A central question is whether the topological edge modes survive and how their energies are altered. The authors find two distinct contributions to the MBS energy shift: (i) the photon energy (\hbar\omega) adds a constant offset, moving the whole spectrum upward; (ii) the light‑matter coupling (\gamma) introduces a pseudo‑dispersion, i.e. the MBS energy becomes a smooth function of both (\gamma) and the Zeeman field B. Consequently, the Majorana modes appear at finite, tunable energies (E_{MBS}\approx (N+½)\hbar\omega + f(\gamma,B)) rather than at zero energy. Importantly, increasing (\gamma) suppresses the characteristic oscillations of the MBS energy with wire length (or with B), which are usually caused by overlap of the two end states. This suppression is interpreted as a photon‑induced reduction of the wave‑function overlap, effectively stabilizing the Majoranas.

The authors also test robustness against on‑site disorder. Even with random variations of μ, the Majorana modes persist; the topological gap shrinks slightly but the disorder‑induced stability is not compromised by the cavity. Thus the cavity provides an extra knob to tune the Majorana energy without degrading protection.

To characterize topology in a system where edge states appear at non‑zero energies, the paper adopts the spectral localizer (SL) formalism. The SL operator (L_{x,E}= \kappa (X-xI)\tau_x + (H_\infty -EI)\tau_y) combines position and Hamiltonian, with (\kappa) a scaling factor.
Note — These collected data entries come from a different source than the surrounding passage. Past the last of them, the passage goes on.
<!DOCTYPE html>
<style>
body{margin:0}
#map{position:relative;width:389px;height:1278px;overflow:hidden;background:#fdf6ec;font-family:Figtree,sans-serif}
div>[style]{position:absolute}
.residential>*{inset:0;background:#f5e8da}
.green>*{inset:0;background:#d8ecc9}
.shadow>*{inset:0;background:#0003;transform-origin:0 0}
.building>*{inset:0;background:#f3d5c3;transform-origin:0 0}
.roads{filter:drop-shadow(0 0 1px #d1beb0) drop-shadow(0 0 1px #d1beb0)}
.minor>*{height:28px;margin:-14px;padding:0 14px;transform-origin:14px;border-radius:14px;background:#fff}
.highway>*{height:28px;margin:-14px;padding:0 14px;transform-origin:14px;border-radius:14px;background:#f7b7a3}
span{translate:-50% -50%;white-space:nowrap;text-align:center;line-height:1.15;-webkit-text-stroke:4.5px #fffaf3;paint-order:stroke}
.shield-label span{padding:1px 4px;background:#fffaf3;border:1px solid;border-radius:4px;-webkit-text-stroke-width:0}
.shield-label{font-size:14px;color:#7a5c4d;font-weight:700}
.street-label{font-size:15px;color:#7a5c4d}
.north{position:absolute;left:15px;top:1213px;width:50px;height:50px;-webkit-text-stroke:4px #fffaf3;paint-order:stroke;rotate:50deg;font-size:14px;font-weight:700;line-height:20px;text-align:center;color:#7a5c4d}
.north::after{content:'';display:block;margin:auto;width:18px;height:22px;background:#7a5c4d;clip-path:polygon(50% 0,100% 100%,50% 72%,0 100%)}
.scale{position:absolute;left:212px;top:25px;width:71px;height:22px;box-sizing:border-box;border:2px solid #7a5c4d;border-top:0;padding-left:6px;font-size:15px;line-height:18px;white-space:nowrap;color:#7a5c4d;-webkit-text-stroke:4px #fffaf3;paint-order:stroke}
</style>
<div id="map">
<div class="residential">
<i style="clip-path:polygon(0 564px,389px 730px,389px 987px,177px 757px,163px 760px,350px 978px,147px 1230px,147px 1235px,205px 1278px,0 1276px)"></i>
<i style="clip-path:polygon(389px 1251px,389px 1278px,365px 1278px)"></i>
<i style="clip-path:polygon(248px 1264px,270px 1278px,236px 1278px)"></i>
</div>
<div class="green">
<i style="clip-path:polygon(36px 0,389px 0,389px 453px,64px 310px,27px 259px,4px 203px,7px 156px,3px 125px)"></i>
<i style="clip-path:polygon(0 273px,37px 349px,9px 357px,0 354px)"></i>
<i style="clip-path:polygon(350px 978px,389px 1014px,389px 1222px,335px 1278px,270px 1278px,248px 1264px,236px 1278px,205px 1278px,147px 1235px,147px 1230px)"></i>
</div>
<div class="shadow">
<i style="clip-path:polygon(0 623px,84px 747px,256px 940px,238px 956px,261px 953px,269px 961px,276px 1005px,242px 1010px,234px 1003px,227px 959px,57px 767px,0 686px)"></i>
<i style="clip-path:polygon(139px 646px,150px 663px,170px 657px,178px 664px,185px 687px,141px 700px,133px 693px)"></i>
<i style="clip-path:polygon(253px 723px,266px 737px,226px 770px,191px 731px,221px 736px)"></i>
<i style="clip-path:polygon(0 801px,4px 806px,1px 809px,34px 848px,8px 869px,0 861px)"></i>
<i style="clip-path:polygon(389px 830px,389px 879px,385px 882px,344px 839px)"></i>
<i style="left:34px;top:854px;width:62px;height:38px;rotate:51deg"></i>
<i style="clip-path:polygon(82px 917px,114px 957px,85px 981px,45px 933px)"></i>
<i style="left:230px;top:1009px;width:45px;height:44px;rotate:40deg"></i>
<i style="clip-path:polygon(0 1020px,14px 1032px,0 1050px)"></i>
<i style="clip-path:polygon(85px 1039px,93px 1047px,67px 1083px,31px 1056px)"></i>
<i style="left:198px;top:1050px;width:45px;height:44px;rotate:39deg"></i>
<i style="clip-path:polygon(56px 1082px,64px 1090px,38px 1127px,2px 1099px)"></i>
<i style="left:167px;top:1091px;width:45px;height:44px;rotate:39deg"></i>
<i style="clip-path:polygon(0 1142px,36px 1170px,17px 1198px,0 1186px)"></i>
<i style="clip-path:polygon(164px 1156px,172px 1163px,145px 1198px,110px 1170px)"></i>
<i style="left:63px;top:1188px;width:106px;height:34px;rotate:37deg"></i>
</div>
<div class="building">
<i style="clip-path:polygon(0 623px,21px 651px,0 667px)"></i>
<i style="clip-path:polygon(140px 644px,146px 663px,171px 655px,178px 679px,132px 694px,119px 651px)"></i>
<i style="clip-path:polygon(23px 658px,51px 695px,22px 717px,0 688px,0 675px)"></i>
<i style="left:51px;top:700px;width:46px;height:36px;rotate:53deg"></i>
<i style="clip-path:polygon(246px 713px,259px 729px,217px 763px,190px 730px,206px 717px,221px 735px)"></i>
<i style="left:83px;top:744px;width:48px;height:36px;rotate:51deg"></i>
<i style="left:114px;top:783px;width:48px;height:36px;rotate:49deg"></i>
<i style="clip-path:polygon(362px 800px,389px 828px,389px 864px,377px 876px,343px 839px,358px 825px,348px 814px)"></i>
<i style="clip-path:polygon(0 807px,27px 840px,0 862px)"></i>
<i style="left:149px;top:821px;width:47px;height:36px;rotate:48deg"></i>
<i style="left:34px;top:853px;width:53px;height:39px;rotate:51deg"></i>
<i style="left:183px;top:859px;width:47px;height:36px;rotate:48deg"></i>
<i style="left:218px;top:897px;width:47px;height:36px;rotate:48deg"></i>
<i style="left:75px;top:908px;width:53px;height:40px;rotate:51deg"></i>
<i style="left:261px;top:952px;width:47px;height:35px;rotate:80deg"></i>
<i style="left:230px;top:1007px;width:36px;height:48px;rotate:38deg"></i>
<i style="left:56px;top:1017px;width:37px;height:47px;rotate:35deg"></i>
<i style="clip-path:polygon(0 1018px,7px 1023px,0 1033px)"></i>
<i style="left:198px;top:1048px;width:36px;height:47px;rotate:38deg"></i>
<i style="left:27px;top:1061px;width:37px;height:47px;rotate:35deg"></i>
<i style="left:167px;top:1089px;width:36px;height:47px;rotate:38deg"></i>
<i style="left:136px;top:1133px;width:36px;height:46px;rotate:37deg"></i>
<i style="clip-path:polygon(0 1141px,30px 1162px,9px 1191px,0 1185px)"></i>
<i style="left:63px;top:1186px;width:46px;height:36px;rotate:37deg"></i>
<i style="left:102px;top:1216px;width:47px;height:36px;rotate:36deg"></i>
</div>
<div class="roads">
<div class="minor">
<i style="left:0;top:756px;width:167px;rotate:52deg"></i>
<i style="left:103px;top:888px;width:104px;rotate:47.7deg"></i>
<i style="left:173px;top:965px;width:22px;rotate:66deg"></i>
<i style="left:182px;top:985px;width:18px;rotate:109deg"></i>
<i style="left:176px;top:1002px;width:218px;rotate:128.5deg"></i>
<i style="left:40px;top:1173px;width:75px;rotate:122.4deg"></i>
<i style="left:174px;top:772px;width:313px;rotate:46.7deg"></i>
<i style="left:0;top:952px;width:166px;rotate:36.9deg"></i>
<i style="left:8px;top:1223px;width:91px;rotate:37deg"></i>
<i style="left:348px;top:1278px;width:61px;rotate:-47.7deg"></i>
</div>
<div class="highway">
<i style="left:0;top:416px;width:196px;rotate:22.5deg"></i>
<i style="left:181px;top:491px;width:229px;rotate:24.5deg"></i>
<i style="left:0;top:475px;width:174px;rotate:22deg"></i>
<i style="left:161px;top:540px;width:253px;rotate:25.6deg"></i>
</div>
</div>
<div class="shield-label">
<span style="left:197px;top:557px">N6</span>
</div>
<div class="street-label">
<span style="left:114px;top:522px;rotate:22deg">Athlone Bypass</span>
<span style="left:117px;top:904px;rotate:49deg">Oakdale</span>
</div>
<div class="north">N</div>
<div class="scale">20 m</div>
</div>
Its minimal singular value (\sigma(x,E)) acts as a local gap: it vanishes where a state at energy E is localized at position x. The signature of the Hermitian matrix (\tilde X + i(H_\infty -EI)) (with (\tilde X = \kappa (X-xI))) yields an integer topological invariant (\nu(x,E)) that is both spatially and energetically resolved. In the high‑frequency regime ((\hbar\omega \gg) electronic bandwidth) the photon sectors are well separated, and the SL correctly identifies the non‑trivial sector (typically the 0‑photon sector) while the others remain trivial. In the low‑frequency regime, however, photon sectors overlap and the standard SL becomes non‑Hermitian, producing spurious phase diagrams. The authors resolve this by restricting the energy argument to the expected photon‑sector energies (E = (N+½)\hbar\omega) and applying an explicit energy shift to the SL, restoring Hermiticity and yielding clean, physically meaningful topological maps.

Overall, the paper demonstrates that embedding a 1DTSC in a quantum cavity offers a novel method to control Majorana bound states: the cavity photon energy provides a uniform energy offset, while the light‑matter coupling allows continuous tuning of the Majorana energy and suppression of finite‑size oscillations, all without sacrificing disorder resilience. The modified spectral localizer emerges as a powerful, computationally efficient tool for diagnosing topology in hybrid light‑matter systems where edge modes reside at arbitrary energies. This work opens a pathway toward “cavity‑engineered topological quantum devices” and suggests that photonic environments could become integral components of future Majorana‑based quantum information platforms.